ROApr 16, 2018

Design and implementation of a wireless instrument adapter

arXiv:1804.05772v2
AI Analysis

This work addresses the need for realistic testing setups in surgical robotics research, though it is incremental as it focuses on calibration and implementation of an existing adapter concept.

The paper tackled the problem of evaluating motion control methods in minimally invasive robotic surgery by designing a wireless instrument adapter for da Vinci instruments, achieving repeatability with an RMSE of 0.27° for pitching and 4.7° for yawing in same-direction poses.

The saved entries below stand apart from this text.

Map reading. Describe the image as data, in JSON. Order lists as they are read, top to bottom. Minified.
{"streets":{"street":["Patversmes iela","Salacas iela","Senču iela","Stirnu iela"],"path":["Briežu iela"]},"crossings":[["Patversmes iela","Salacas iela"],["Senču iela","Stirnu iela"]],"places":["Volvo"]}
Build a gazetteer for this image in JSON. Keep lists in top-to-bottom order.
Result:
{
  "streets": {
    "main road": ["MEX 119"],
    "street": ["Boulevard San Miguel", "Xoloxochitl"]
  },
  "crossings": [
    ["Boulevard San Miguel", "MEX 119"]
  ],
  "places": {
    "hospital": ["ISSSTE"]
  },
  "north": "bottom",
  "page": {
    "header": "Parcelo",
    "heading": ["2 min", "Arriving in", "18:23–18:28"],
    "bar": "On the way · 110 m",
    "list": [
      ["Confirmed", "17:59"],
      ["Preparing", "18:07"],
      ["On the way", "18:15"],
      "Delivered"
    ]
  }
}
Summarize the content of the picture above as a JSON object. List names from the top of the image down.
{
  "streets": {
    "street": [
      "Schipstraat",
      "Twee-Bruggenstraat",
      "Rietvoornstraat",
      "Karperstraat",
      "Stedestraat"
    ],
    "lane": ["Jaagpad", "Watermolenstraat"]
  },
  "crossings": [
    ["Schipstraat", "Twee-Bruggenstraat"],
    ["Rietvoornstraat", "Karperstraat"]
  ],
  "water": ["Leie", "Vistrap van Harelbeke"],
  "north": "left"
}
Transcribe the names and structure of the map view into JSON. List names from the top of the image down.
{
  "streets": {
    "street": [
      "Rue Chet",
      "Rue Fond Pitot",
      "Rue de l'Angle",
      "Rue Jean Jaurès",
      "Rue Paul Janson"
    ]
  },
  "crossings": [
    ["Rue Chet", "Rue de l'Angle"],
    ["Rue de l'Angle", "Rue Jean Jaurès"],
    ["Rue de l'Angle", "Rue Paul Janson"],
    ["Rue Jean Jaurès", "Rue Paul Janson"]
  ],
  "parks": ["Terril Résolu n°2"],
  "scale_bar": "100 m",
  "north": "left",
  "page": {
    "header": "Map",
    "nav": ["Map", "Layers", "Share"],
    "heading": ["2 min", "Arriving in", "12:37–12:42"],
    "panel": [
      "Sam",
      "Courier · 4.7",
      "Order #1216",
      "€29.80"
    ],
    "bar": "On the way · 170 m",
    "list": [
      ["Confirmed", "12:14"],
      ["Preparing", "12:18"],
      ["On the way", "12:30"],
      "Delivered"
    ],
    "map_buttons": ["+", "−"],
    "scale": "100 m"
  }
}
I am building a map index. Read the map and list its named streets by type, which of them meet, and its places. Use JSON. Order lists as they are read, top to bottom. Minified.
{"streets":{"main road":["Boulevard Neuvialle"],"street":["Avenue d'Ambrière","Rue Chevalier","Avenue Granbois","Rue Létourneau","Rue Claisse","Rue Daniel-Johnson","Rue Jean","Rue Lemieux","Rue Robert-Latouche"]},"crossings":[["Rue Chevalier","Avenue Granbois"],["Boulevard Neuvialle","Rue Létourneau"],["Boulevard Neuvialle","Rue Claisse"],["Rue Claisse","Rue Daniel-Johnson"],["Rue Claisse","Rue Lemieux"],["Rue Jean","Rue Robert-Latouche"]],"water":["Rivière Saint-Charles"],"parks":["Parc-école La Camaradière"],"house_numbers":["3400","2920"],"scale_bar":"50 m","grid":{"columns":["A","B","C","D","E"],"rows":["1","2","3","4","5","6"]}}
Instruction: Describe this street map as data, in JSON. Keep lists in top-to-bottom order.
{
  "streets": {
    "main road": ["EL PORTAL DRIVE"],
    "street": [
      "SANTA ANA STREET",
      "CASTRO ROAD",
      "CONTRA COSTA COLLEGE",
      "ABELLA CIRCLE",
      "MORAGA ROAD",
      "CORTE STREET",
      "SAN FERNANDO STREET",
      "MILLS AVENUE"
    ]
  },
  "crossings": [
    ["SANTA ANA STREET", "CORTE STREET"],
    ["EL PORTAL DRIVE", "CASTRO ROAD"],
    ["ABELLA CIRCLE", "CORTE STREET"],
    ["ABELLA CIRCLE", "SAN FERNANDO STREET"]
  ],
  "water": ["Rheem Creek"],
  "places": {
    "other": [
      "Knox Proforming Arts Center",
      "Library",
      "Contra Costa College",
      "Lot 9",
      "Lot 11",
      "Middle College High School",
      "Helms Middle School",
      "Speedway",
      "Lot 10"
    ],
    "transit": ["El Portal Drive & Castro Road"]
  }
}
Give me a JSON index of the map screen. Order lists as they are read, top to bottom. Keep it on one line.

The evaluation of new methods for control and manipulation in minimally invasive robotic surgery requires a realistic setup. To decouple the evaluation of methods from overall clinical systems, we propose an instrument adapter for the S line EndoWrist\c{opyright} instruments of the da Vinci surgical system. The adapter is small and lightweight and can be mounted to any robot to mimic motion. We describe its design and implementation, as well as a setup to calibrate instruments to study precise motion control. Our results indicate that each instrument requires individual calibration. The calibration shows that the system is not fully linear. The repeatability of poses in the same sense of rotation has an RMSE of 0.27°/ and a standard deviation below 0.3° for pitching and 4.7° for yawing averaged over three measurements. When comparing the same poses in clockwise and counter-clockwise direction the RMSE is 12.8° and 5.7° for pitching and yawing, respectively. This is likely due to motor hysteresis.